The Dell XPS 13 with 32GB? Still not available on Dell’s site at the time of writing. I won’t be holding my breath.

Hardware, testing and time

This week I fixed a bug that dated back to last May. It was in a piece of hardware I assembled, running firmware I wrote most of. And it had been in operation since May without me noticing the issue.

What was the trigger that led to me discovering the bug’s existence? The colder temperatures. See, the device in question is a Digispark/433MHz receiver/USB serial dongle combo that listens for broadcasts from a Digoo DG-R8H wireless temperature/humidity weather station monitor. This is placed outside, giving me external temperature data to feed into my home automation setup.

The thing is, while Belfast is often cold and wet, it’s rarely really cold.

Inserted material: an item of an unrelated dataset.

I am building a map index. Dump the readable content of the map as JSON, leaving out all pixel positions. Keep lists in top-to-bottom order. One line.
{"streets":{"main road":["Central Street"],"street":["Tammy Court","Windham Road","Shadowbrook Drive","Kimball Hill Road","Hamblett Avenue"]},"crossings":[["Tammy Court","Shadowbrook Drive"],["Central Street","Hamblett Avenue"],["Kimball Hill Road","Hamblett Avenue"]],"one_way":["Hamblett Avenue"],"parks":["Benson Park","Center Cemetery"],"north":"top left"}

So up until recently the fact I never saw sub-zero temperatures reported could just be attributed to the fact the sensor is on a window sill and the house probably has enough residual heat and it’s sheltered enough that it never actually got below zero. And then there were a few days where it obviously did and that wasn’t reflected in the results and so I scratched my head and dug out the code.

It was obvious when I looked what the issue was; I made no attempt to try and deal with negative temperatures. My excuse for this is that my DS18B20 1-Wire temperature sensor code didn’t make any attempt to deal with negative temperatures either - it didn’t need to, as those are all deployed inside my home and if the temperature gets towards zero the heating is turned on. So first mistake; not thinking about the fact the external sensor was going to have a different set of requirements/limits than the internal one.

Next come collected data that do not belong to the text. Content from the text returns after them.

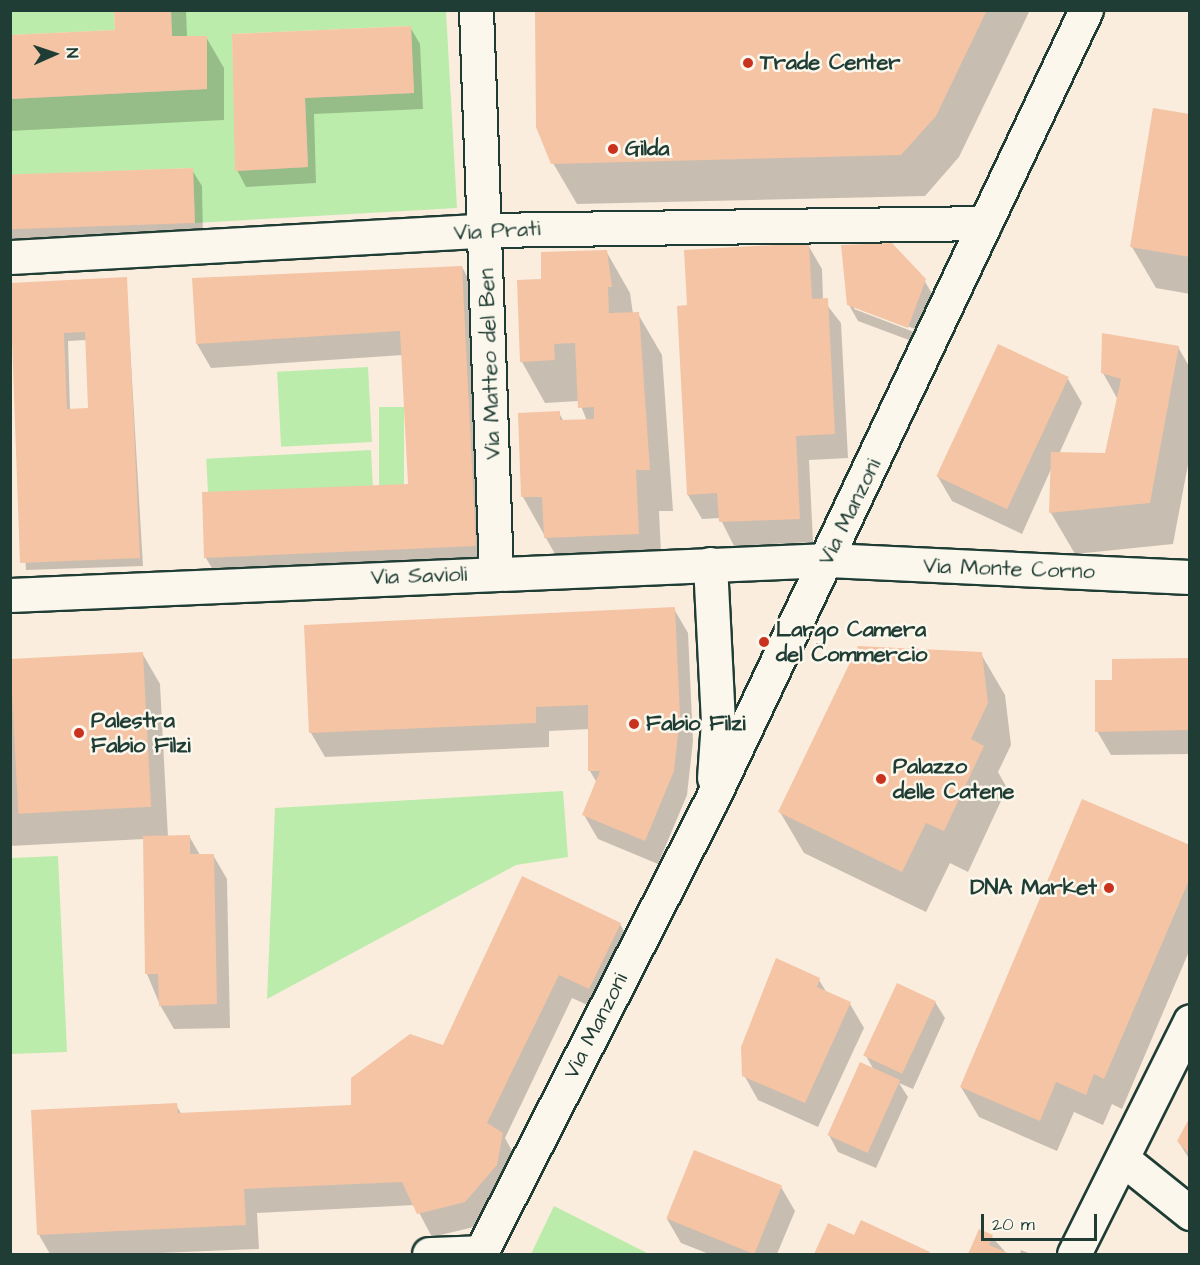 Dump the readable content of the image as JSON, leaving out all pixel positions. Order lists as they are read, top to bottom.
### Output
{
  "streets": {
    "street": [
      "Via Prati",
      "Via Matteo del Ben",
      "Via Manzoni",
      "Via Monte Corno",
      "Via Savioli"
    ]
  },
  "crossings": [
    ["Via Prati", "Via Matteo del Ben"],
    ["Via Prati", "Via Manzoni"],
    ["Via Matteo del Ben", "Via Savioli"],
    ["Via Manzoni", "Via Monte Corno"],
    ["Via Manzoni", "Via Savioli"],
    ["Via Monte Corno", "Via Savioli"]
  ],
  "places": [
    "Trade Center",
    "Gilda",
    "Largo Camera del Commercio",
    "Fabio Filzi",
    "Palestra Fabio Filzi",
    "Palazzo delle Catene",
    "DNA Market"
  ],
  "scale_bar": "20 m",
  "north": "right"
}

Secondly, when I looked at the code closely, it wasn’t clear to me how I’d ever been getting the right value. The temperature is a 12 bit value in the middle of a 36 bit data stream, so there’s a shift and mask to extract it for printing. I strip out 4 bits which are always one, which makes things fit nicely into a 32 bit variable. Except I failed to take that into account for the temperature shift - all the other pieces of information were correctly handled, just not the temperature.

Now when I mentioned this on IRC Lars Wirzenius helpfully piped up with something along the lines of “Of course your test suite caught this for you”. I’ve got a bunch of excuses here; part of it is about the fact that once you involve hardware doing a full end-to-end test becomes a lot harder, part of it is about the fact this is a personal project and writing the code is more fun than writing an exhaustive test suite and part of it is about the fact I obviously just never wrote the negative temperature support and I’d not have written a test for it either most probably.

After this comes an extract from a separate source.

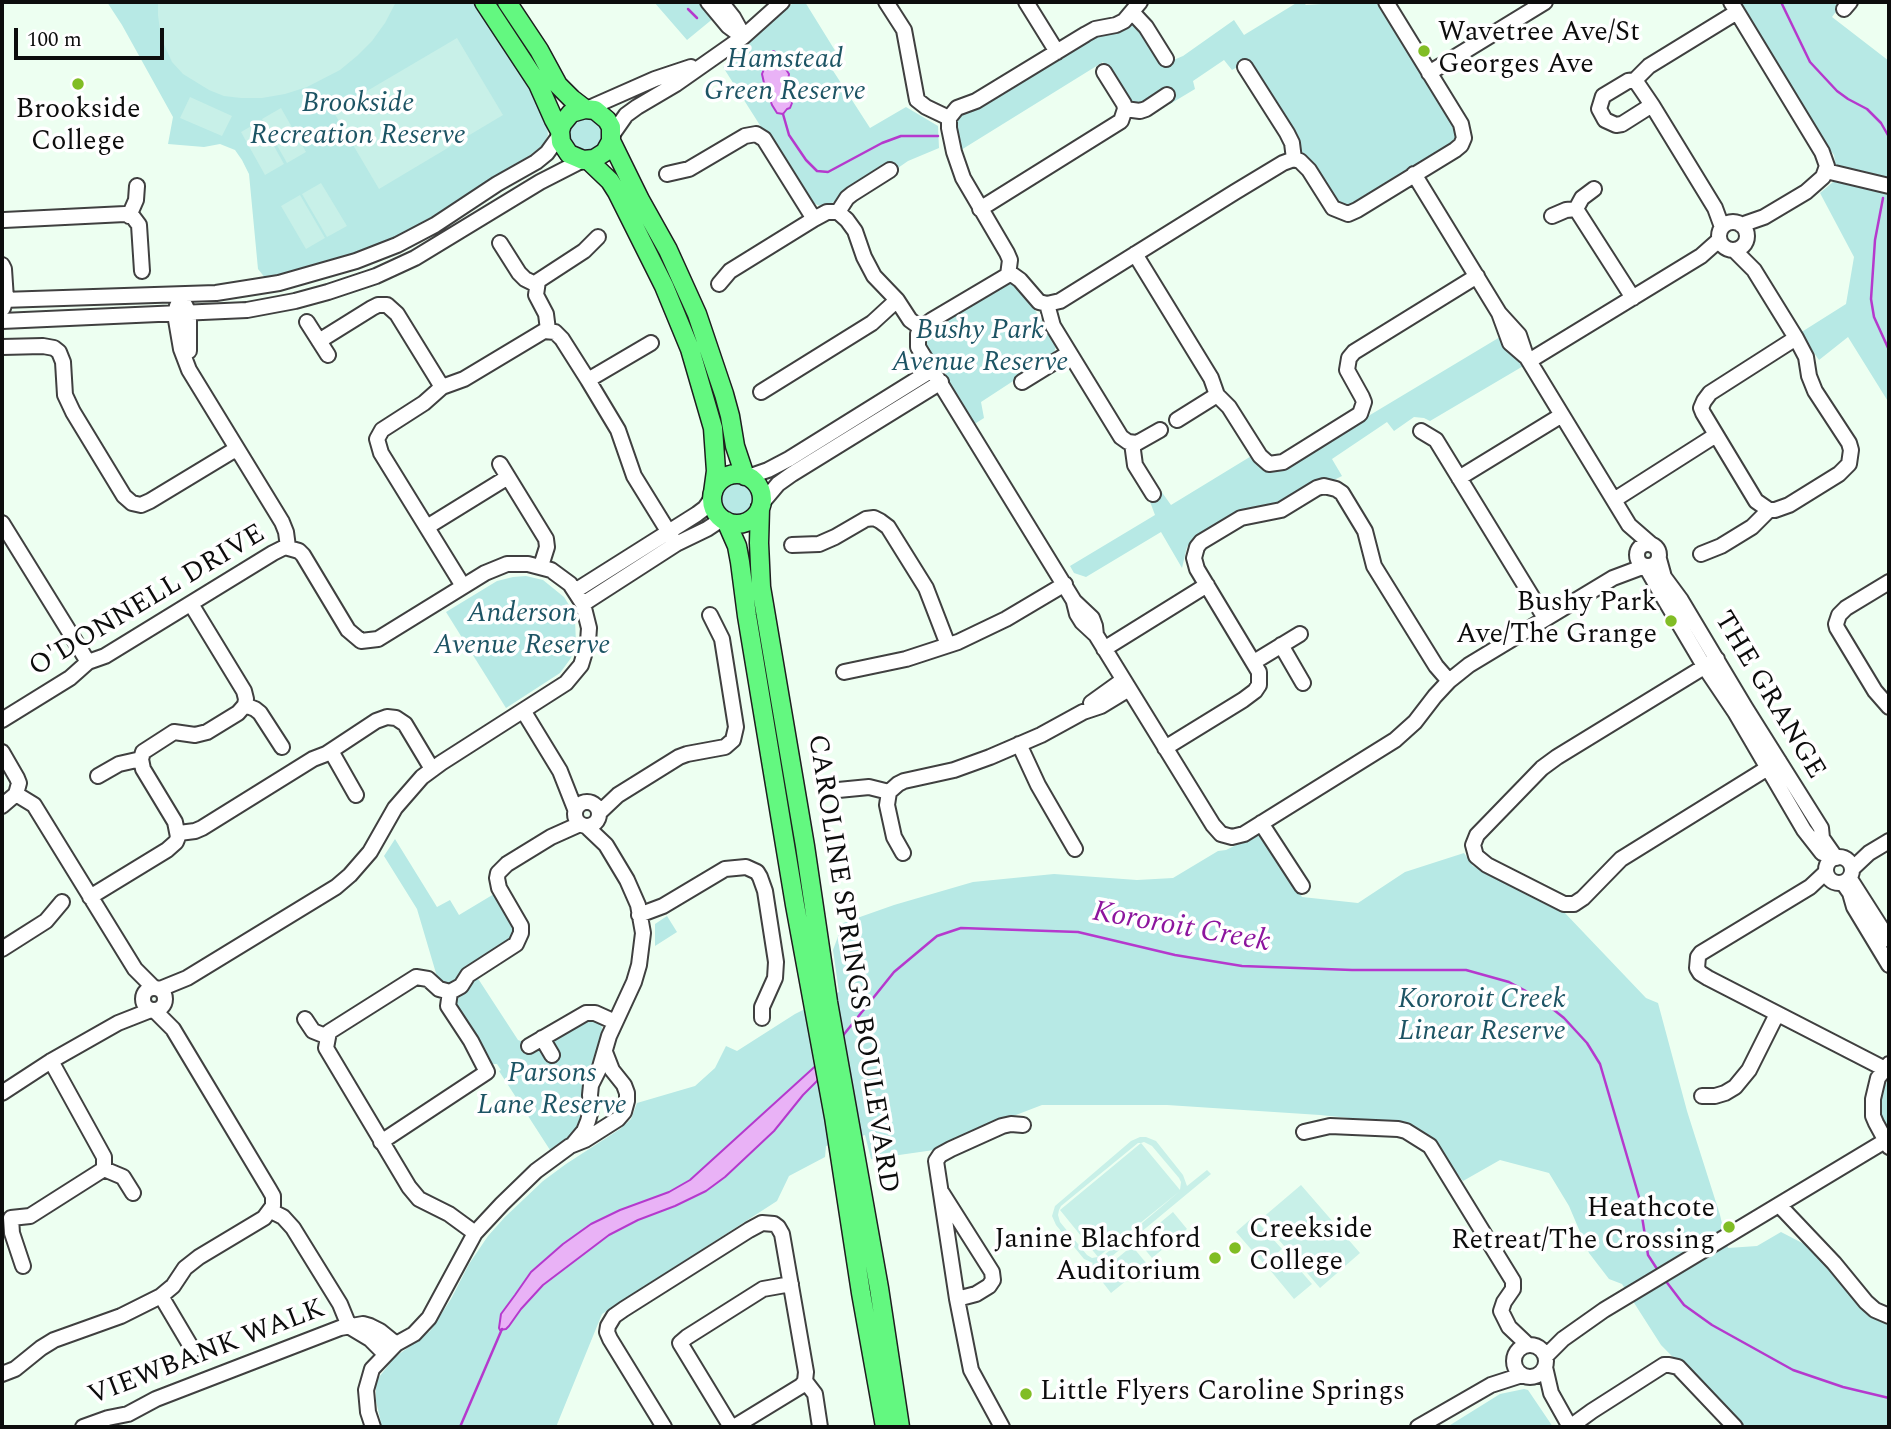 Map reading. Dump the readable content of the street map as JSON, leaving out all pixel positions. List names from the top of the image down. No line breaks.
{"streets":{"main road":["CAROLINE SPRINGS BOULEVARD"],"street":["O'DONNELL DRIVE","THE GRANGE","VIEWBANK WALK"]},"water":["Kororoit Creek"],"parks":["Hamstead Green Reserve","Brookside Recreation Reserve","Bushy Park Avenue Reserve","Anderson Avenue Reserve","Kororoit Creek Linear Reserve","Parsons Lane Reserve"],"places":["Wavetree Ave/St Georges Ave","Brookside College","Bushy Park Ave/The Grange","Heathcote Retreat/The Crossing","Creekside College","Janine Blachford Auditorium","Little Flyers Caroline Springs"],"scale_bar":"100 m"}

Also I did actually perform some testing before putting it into service. Values looked sane when compared to it sitting inside on my desk, and it sitting outside on the window sill. It varied over time as I’d expect, with overnight temperatures being lower than during the day. I even had a weird issue where I was seeing a daily peak at around 7am which I investigated and realised was a result of that being the point where sunlight would bounce off another window and shine directly on the Digoo device.

So what additional testing did I do this time, to make sure I’d fixed the issue properly? I put the Digoo in the freezer…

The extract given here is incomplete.